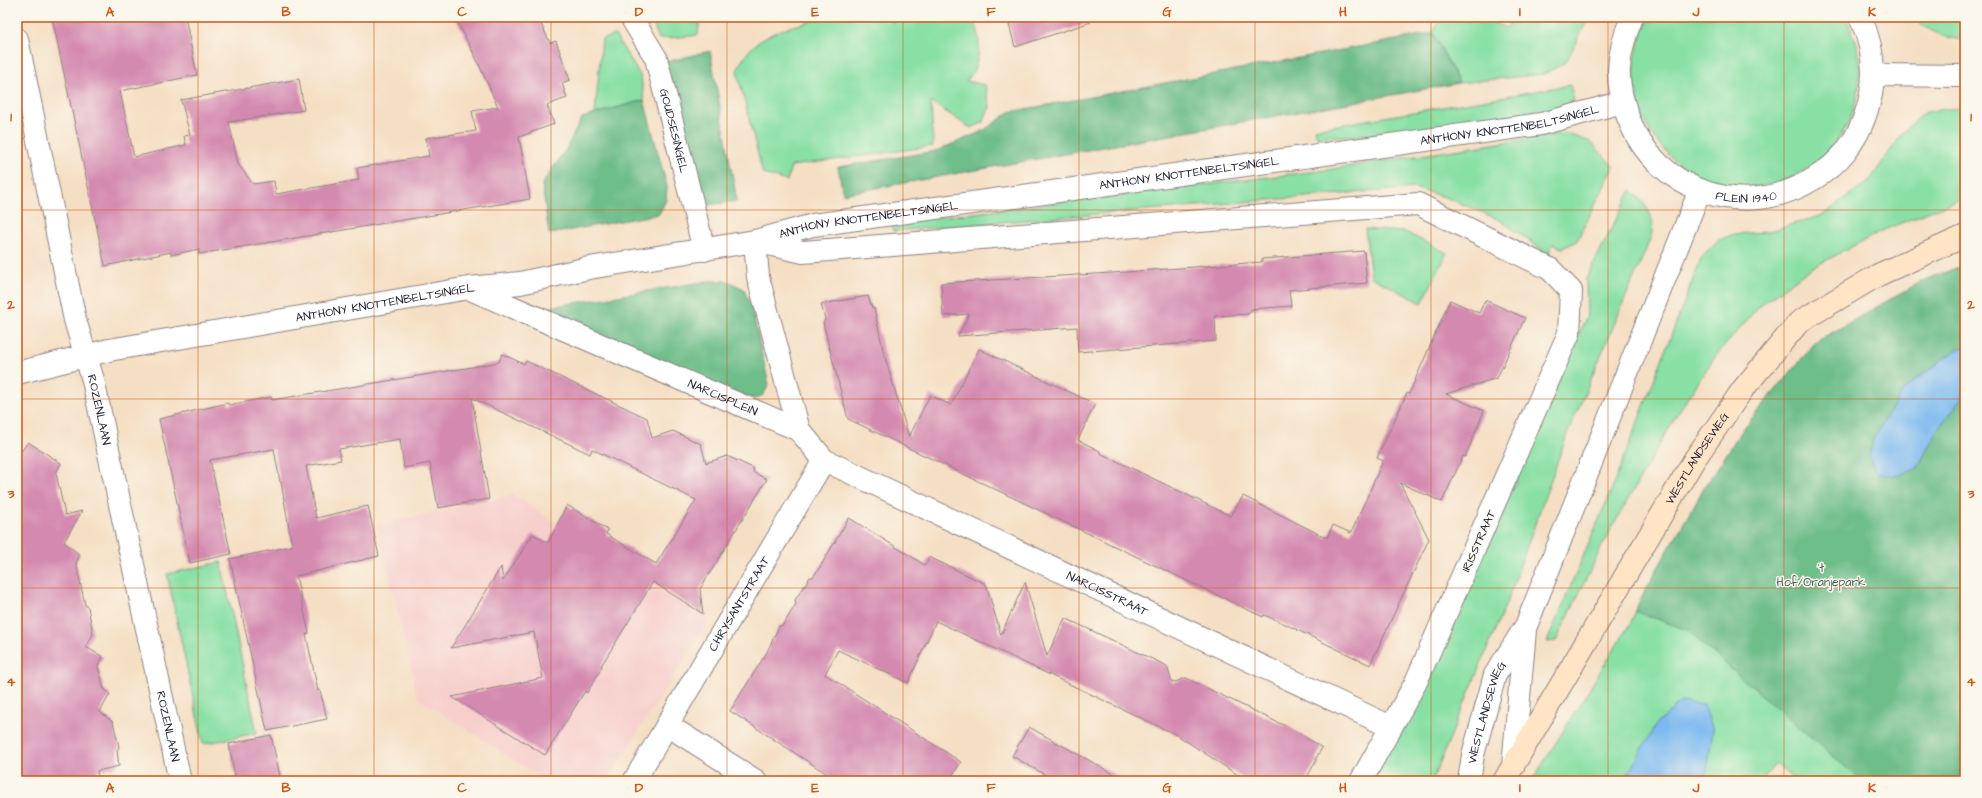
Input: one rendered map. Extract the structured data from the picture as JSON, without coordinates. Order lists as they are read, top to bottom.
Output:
{
  "streets": {
    "main road": ["WESTLANDSEWEG"],
    "street": [
      "ANTHONY KNOTTENBELTSINGEL",
      "GOUDSESINGEL",
      "PLEIN 1940",
      "NARCISPLEIN",
      "ROZENLAAN",
      "IRISSTRAAT",
      "NARCISSTRAAT",
      "CHRYSANTSTRAAT"
    ]
  },
  "crossings": [
    ["ANTHONY KNOTTENBELTSINGEL", "GOUDSESINGEL"],
    ["ANTHONY KNOTTENBELTSINGEL", "PLEIN 1940"],
    ["ANTHONY KNOTTENBELTSINGEL", "NARCISPLEIN"],
    ["ANTHONY KNOTTENBELTSINGEL", "ROZENLAAN"],
    ["ANTHONY KNOTTENBELTSINGEL", "IRISSTRAAT"],
    ["PLEIN 1940", "WESTLANDSEWEG"],
    ["IRISSTRAAT", "NARCISSTRAAT"],
    ["NARCISSTRAAT", "CHRYSANTSTRAAT"]
  ],
  "parks": ["'t Hof/Oranjepark"],
  "grid": {
    "columns": [
      "A",
      "B",
      "C",
      "D",
      "E",
      "F",
      "G",
      "H",
      "I",
      "J",
      "K"
    ],
    "rows": [
      "1",
      "2",
      "3",
      "4"
    ]
  }
}
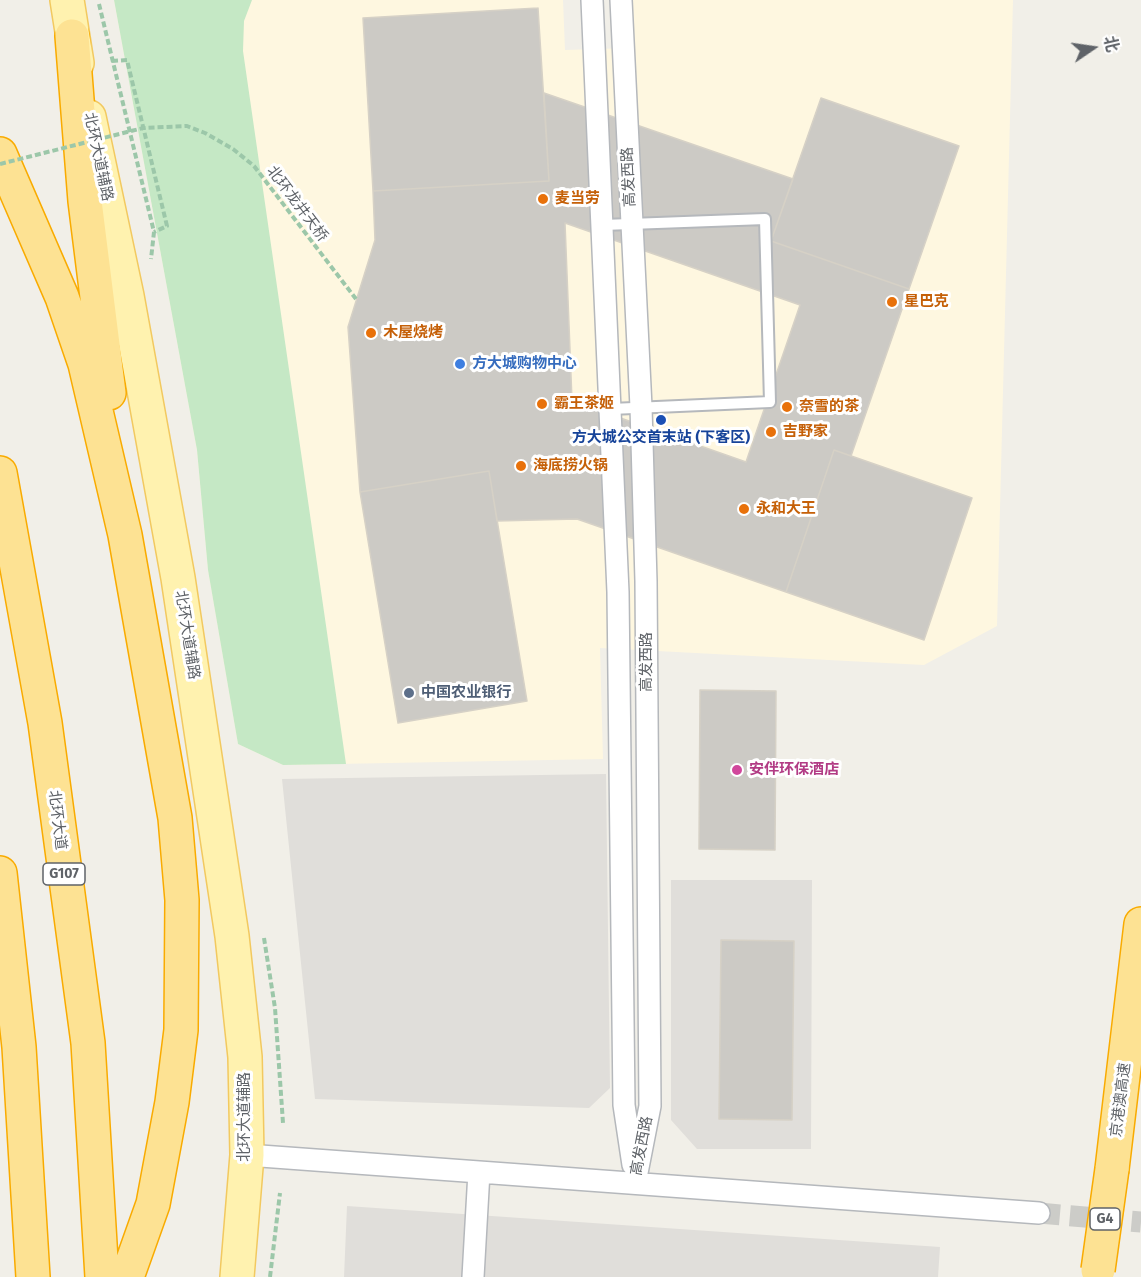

————

Task objective: Determine the number of lines in the listing that hold the word "KNOTTENBELTSINGEL". Nothing but that number is wanted.

Written response: 6